Example protocol for Gelacell™ nanofiber scaffold Plate
Cell seeding and culture
1. Before cell seeding, rinse the PLGA:PCL scaffold once with 70% ethanol (see table below), followed by a rinse with PBS solution three times.
2. Pre-swell the scaffold with your preferred cell culture media (with/without serum). Add culture media (see table below) onto the scaffold, incubate for 30 mins to 1 hour, and aspirate the spent media.
3. After pre-swelling, allow the scaffold to partially dry in a laminar hood by keeping the lid open for 20 minutes. It helps in absorbing the cell seeding volume and spreading the cells uniformly.

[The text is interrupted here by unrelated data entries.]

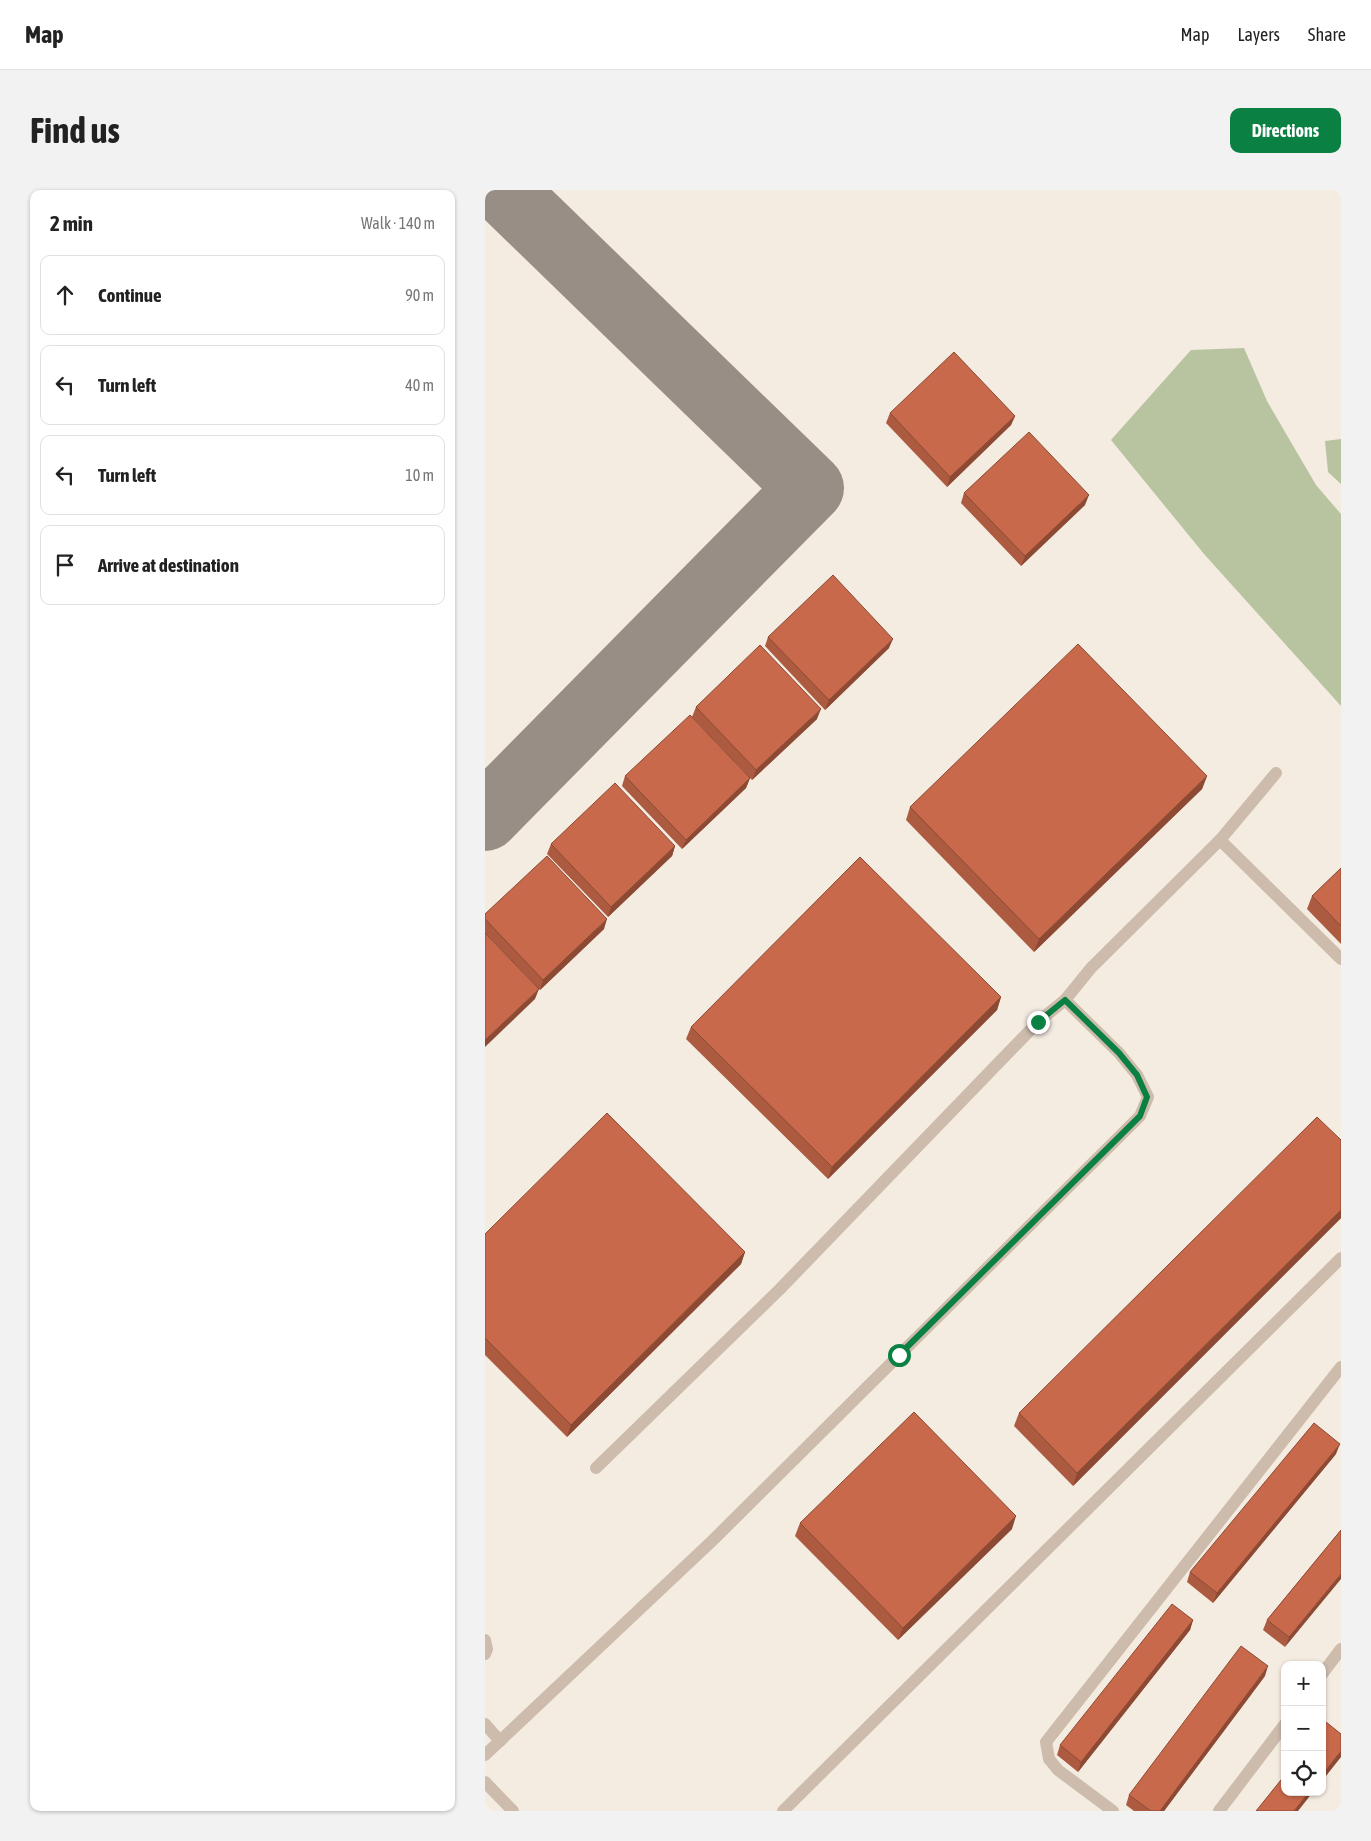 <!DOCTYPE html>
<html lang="en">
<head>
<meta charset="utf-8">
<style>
  body { margin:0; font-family:"Asap Condensed",sans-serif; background:#f2f2f2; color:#222 }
  .controls { position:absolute; right:15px; bottom:15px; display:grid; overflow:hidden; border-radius:10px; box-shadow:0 1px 4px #0004 }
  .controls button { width:45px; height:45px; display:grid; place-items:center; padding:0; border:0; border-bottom:1px solid #e0e0e0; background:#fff; color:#222; font:25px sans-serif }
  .stop { position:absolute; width:15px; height:15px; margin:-11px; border:4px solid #0b8043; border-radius:50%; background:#fff }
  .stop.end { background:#0b8043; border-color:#fff; box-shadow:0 1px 5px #0008 }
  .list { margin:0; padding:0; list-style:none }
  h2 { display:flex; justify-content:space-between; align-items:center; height:65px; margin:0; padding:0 20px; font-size:21px }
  h2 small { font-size:16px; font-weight:400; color:#767676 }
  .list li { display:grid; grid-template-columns:32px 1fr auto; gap:15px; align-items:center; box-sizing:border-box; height:80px; margin:0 10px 10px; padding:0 10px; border:1px solid #e0e0e0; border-radius:10px }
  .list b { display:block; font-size:19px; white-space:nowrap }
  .list em { font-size:16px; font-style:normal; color:#767676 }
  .icon { flex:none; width:28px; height:28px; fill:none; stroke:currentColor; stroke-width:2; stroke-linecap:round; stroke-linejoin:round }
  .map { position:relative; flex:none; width:856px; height:1621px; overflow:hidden; border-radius:10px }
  header { display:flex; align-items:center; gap:30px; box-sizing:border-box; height:70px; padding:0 25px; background:#fff; border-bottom:1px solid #e0e0e0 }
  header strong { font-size:24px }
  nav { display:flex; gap:28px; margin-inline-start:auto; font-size:18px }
  .intro { display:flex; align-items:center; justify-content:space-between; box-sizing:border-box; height:120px; padding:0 30px }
  h1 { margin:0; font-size:35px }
  .button { padding:12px 22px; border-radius:10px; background:#0b8043; color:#fff; font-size:18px; font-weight:700 }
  main { display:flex; gap:30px; padding:0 30px }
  aside { flex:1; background:#fff; border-radius:10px; box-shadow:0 1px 4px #0004 }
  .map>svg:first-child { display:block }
  .green { fill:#b8c4a0 }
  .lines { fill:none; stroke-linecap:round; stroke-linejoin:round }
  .taxiway { stroke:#988e86; stroke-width:68 }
  .minor { stroke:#cdbbac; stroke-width:12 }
  .wall { fill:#ac5a40 }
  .shaded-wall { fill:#8c4a34 }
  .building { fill:#c8694b; stroke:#8c4a34 }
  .route { stroke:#0b8043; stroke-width:6 }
</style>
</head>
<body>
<header>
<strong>Map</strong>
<nav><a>Map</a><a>Layers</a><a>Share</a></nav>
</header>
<div class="intro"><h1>Find us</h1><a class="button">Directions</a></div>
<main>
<aside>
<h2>2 min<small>Walk · 140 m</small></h2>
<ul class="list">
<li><svg class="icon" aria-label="ahead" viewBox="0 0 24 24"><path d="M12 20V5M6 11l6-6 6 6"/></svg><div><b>Continue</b></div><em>90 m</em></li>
<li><svg class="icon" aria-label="left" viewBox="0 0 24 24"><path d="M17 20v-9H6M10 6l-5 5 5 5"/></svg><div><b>Turn left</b></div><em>40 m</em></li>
<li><svg class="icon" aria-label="left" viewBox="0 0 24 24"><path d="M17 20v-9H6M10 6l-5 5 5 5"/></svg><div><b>Turn left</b></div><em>10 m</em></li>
<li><svg class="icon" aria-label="arrive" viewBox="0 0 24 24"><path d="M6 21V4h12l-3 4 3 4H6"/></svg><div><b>Arrive at destination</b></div></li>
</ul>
</aside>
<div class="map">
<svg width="856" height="1621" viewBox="0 0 856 1621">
  <rect width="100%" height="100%" fill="#f4ebe1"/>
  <g class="green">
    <path d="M 759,158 L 782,211 L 831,295 L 856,324 L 856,516 L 719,364 L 626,250 L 706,160 Z"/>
    <path d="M 856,249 L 856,294 L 843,282 L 840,251 Z"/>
  </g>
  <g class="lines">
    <path class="taxiway" d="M 0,627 L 325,298 L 18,0"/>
    <g class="minor">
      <path d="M 735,650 L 856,769"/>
      <path d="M 111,1278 L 295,1099 L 553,832 L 580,810 L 606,778 L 735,650 L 791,583"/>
      <path d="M 0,1450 L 2,1459 L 0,1464"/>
      <path d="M 837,1484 L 856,1459"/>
      <path d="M 0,1534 L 15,1551"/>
      <path d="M 0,1565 L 227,1351 L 655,926 L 663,907 L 652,885 L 634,863 L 580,810"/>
      <path d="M 0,1592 L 28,1621"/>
      <path d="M 298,1621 L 856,1068"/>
      <path d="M 628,1621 L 573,1580 L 564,1569 L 561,1552 L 856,1177"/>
      <path d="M 734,1621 L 800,1534"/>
    </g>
  </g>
  <g class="wall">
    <path d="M 405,223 L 530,226 L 526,235 L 462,297 L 401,233 Z"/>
    <path d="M 479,303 L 600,315 L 536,376 L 476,313 Z"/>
    <path d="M 283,447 L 404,458 L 340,520 L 280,456 Z"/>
    <path d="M 211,517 L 332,529 L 267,590 L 207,527 Z"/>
    <path d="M 140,586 L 265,588 L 261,598 L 197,659 L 137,596 Z"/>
    <path d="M 722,586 L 717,599 L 549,762 L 421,630 L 425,617 Z"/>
    <path d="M 66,654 L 190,656 L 187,666 L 123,727 L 62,664 Z"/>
    <path d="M 856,678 L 856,754 L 822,719 L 827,706 Z"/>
    <path d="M 0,724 L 119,739 L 55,800 L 0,743 Z"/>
    <path d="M 516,807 L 512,820 L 343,989 L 201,849 L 206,837 Z"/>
    <path d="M 856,950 L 856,1028 L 588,1296 L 529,1236 L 534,1223 Z"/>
    <path d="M 0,1044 L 260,1062 L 256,1074 L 82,1247 L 0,1165 Z"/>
    <path d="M 851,1264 L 728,1413 L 702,1392 L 705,1382 Z"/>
    <path d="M 315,1333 L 527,1339 L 413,1450 L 310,1346 Z"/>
    <path d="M 856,1340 L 800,1457 L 778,1440 L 782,1430 Z"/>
    <path d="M 708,1430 L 705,1440 L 593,1582 L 572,1565 L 575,1555 Z"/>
    <path d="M 780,1486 L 679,1621 L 649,1621 L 641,1615 L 644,1605 Z"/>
  </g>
  <g class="shaded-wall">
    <path d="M 530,226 L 526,235 L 462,297 L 465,287 Z"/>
    <path d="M 604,305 L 600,315 L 536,376 L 540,366 Z"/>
    <path d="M 408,449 L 404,458 L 340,520 L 344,510 Z"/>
    <path d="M 336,519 L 332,529 L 267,590 L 271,580 Z"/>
    <path d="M 722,586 L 717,599 L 549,762 L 554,749 Z"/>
    <path d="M 265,588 L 261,598 L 197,659 L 201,650 Z"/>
    <path d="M 190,656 L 187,666 L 123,727 L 126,717 Z"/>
    <path d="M 122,729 L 119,739 L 55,800 L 58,790 Z"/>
    <path d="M 54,799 L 50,809 L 0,857 L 0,850 Z"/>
    <path d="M 516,807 L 512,820 L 343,989 L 347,977 Z"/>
    <path d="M 856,1020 L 856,1028 L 588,1296 L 592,1283 Z"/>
    <path d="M 260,1062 L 256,1074 L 82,1247 L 86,1235 Z"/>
    <path d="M 855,1254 L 851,1264 L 728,1413 L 732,1403 Z"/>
    <path d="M 531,1326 L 527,1339 L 413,1450 L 418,1438 Z"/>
    <path d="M 856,1384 L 856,1389 L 800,1457 L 804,1447 Z"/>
    <path d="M 708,1430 L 705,1440 L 593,1582 L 596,1572 Z"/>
    <path d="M 783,1476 L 780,1486 L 679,1621 L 675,1621 Z"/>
    <path d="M 856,1561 L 856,1567 L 837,1591 L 837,1585 Z"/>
    <path d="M 824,1602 L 828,1602 L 813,1621 L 809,1621 Z"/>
  </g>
  <g class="building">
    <path d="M 469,162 L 530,226 L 465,287 L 405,223 Z"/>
    <path d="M 544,242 L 604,305 L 540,366 L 479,303 Z"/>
    <path d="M 348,385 L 408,449 L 344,510 L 283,447 Z"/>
    <path d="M 593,454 L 722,586 L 554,749 L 425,617 Z"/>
    <path d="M 275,455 L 336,519 L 271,580 L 211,517 Z"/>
    <path d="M 205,525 L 265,588 L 201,650 L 140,586 Z"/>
    <path d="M 130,593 L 190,656 L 126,717 L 66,654 Z"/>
    <path d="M 62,666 L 122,729 L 58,790 L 0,729 L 0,724 Z"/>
    <path d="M 375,667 L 516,807 L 347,977 L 206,837 Z"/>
    <path d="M 856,678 L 856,736 L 827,706 Z"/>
    <path d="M 0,743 L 54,799 L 0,850 Z"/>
    <path d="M 122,923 L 260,1062 L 86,1235 L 0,1148 L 0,1044 Z"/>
    <path d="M 832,927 L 856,950 L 856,1020 L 592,1283 L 534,1223 Z"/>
    <path d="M 429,1222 L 531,1326 L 418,1438 L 315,1333 Z"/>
    <path d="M 829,1233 L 855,1254 L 732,1403 L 705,1382 Z"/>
    <path d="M 856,1340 L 856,1384 L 804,1447 L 782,1430 Z"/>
    <path d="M 687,1414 L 708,1430 L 596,1572 L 575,1555 Z"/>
    <path d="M 756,1456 L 783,1476 L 675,1621 L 666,1621 L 644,1605 Z"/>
    <path d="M 841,1532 L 856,1544 L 856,1561 L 837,1585 L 837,1537 Z"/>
    <path d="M 800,1585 L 800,1602 L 824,1602 L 809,1621 L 771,1621 Z"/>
  </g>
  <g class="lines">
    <path class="route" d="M 414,1165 L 655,926 L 662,907 L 652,885 L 634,863 L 580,810 L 553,832"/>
  </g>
</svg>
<div class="controls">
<button>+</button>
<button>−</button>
<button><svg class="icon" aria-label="locate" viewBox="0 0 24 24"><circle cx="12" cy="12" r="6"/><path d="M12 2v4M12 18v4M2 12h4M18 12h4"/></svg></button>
</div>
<div class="stop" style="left:414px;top:1165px"></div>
<div class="stop end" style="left:553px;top:832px"></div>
</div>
</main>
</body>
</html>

4. Dispense your desired concentration of cell culture suspension with complete media onto the scaffold. The range of cell seeding density is given in table below as a recommendation, but the exact figure will depend on the cell type and the planned duration of cell culture.

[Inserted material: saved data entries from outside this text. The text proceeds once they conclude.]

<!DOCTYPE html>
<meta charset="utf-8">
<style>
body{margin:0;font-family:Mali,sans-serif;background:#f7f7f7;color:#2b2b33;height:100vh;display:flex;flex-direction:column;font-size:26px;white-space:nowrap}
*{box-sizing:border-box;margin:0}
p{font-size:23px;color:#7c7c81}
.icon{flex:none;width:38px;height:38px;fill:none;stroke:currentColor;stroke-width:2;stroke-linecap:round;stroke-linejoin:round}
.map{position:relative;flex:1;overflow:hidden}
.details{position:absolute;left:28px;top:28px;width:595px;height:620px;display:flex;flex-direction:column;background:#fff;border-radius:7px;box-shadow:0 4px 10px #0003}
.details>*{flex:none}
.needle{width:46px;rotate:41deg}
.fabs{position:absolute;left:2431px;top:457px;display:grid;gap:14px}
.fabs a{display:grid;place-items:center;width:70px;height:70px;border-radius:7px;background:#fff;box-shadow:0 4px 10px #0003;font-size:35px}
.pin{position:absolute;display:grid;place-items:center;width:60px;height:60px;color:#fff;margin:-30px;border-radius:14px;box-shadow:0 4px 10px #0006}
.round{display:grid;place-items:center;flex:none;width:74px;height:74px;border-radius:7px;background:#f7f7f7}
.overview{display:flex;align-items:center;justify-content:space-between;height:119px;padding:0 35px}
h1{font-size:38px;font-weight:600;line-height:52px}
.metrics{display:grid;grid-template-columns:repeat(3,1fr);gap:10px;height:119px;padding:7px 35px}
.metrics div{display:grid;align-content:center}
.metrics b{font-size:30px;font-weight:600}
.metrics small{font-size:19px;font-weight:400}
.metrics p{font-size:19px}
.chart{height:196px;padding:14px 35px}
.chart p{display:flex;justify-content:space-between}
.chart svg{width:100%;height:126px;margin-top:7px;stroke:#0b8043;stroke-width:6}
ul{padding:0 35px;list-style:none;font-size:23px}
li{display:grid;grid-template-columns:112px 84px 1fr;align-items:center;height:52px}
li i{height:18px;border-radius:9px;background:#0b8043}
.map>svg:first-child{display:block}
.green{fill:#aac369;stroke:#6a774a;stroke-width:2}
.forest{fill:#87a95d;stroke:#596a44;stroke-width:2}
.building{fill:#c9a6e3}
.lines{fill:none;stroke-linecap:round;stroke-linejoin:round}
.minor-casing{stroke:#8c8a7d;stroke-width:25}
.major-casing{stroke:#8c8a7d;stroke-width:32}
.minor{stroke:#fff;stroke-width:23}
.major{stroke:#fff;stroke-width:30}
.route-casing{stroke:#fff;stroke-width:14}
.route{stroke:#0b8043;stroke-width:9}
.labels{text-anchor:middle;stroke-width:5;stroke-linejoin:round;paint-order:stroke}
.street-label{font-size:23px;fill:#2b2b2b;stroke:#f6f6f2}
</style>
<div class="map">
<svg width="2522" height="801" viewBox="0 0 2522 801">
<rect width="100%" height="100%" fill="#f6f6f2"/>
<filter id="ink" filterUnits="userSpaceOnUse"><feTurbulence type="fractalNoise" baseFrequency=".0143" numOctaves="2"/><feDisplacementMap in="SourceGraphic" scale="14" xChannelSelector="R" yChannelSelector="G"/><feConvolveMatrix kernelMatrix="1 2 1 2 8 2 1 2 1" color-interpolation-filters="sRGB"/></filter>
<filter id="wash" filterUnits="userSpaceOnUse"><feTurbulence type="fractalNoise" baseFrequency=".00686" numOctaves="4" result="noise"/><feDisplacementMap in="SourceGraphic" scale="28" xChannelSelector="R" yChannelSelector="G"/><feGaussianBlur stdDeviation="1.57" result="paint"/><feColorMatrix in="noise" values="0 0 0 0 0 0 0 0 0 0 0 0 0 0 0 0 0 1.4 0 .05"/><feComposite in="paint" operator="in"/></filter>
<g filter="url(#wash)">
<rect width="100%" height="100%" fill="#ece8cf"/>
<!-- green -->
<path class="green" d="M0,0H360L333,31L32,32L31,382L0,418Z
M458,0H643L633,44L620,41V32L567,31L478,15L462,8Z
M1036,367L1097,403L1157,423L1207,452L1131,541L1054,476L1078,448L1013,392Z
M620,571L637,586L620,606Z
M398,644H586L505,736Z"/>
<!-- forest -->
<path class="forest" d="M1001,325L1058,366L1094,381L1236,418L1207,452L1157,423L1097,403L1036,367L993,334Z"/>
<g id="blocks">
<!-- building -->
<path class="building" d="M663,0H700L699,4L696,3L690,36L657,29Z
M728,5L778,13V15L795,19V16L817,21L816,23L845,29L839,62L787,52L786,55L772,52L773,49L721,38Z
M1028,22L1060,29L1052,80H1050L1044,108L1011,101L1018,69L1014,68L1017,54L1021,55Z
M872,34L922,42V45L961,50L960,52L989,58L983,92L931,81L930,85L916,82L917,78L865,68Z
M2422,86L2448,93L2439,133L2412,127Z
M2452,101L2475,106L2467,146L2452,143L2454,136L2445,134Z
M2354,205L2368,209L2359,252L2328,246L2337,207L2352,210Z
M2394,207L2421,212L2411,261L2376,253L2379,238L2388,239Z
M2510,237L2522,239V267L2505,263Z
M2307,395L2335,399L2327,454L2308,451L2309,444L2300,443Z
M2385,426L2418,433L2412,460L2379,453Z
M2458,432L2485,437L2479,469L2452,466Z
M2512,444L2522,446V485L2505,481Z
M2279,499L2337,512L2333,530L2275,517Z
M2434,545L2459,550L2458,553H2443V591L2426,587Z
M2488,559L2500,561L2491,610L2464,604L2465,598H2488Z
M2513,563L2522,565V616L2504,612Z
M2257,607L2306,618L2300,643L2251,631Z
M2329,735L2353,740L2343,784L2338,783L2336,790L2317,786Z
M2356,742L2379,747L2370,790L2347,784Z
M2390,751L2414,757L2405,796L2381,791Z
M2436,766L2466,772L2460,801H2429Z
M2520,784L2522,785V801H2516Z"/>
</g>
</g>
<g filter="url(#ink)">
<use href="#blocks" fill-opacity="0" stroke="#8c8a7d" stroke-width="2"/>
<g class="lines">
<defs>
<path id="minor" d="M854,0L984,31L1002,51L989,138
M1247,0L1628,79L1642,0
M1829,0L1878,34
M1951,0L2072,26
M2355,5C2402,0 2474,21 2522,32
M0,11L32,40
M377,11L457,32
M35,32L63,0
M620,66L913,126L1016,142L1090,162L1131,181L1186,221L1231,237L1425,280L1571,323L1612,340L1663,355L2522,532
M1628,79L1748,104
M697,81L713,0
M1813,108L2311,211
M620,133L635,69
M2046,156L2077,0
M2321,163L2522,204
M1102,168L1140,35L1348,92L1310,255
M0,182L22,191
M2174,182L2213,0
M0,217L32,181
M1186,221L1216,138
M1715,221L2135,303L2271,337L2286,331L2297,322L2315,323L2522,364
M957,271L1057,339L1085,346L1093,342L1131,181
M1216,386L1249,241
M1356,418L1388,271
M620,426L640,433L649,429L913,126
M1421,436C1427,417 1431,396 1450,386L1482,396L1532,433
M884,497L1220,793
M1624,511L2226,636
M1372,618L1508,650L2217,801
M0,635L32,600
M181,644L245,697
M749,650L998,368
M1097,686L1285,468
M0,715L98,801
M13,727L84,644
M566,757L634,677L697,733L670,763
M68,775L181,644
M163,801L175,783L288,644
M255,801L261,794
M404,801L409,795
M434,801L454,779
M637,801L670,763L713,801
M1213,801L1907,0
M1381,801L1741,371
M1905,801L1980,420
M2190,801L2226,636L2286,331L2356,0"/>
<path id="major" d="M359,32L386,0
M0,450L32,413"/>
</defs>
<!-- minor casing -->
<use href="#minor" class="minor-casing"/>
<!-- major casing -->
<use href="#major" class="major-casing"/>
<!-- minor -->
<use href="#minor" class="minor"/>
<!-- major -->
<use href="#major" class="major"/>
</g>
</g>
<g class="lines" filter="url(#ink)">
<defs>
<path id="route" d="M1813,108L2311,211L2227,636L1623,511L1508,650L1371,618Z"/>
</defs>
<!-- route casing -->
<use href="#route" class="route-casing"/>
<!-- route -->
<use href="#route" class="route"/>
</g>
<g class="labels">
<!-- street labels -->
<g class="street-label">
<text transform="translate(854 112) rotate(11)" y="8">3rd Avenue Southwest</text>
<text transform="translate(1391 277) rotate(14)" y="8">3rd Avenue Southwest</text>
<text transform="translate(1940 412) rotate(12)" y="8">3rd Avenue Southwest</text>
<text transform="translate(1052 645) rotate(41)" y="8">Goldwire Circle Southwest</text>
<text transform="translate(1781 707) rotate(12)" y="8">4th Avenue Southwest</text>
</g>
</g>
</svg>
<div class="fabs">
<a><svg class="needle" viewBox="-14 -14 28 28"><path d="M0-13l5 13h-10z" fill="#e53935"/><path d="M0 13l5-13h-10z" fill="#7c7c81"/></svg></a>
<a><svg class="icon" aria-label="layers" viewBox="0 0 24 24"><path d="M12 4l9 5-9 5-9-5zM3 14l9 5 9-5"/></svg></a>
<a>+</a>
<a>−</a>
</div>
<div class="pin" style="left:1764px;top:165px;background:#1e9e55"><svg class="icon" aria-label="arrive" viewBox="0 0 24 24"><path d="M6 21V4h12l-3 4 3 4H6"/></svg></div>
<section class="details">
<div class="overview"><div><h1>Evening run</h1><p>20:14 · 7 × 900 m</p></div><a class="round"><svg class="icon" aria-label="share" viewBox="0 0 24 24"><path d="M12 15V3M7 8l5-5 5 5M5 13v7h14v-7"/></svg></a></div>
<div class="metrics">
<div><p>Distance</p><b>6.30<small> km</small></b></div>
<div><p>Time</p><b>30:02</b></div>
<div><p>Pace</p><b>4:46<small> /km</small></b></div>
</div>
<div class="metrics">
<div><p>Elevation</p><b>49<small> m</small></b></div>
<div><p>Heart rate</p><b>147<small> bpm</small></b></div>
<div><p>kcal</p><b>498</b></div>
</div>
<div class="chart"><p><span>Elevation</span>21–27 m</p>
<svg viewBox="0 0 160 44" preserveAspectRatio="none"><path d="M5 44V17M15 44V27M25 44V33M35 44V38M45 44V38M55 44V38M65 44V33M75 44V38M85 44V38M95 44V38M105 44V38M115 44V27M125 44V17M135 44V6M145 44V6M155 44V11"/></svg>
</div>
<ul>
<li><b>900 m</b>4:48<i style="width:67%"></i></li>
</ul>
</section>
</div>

5. Place the well in a CO2-incubator at 37°C for 30 mins to 2 hours to allow initial cell adhesion. Afterward, gently fill the well with medium (see table below) from the sides of the well without dislodging the cells that have already adhered to the scaffold. Return the scaffolds in the incubator for culturing cells.
6. It is recommended to exchange media roughly every 24 hours to 48 hours; however, this may vary depending on the cell line, media, and cell density. Aspirate the waste media from the sides of the well and carefully add fresh media (see table below) on top of the scaffold without dislodging the adhered cells. Continue media exchange throughout the cell culture period.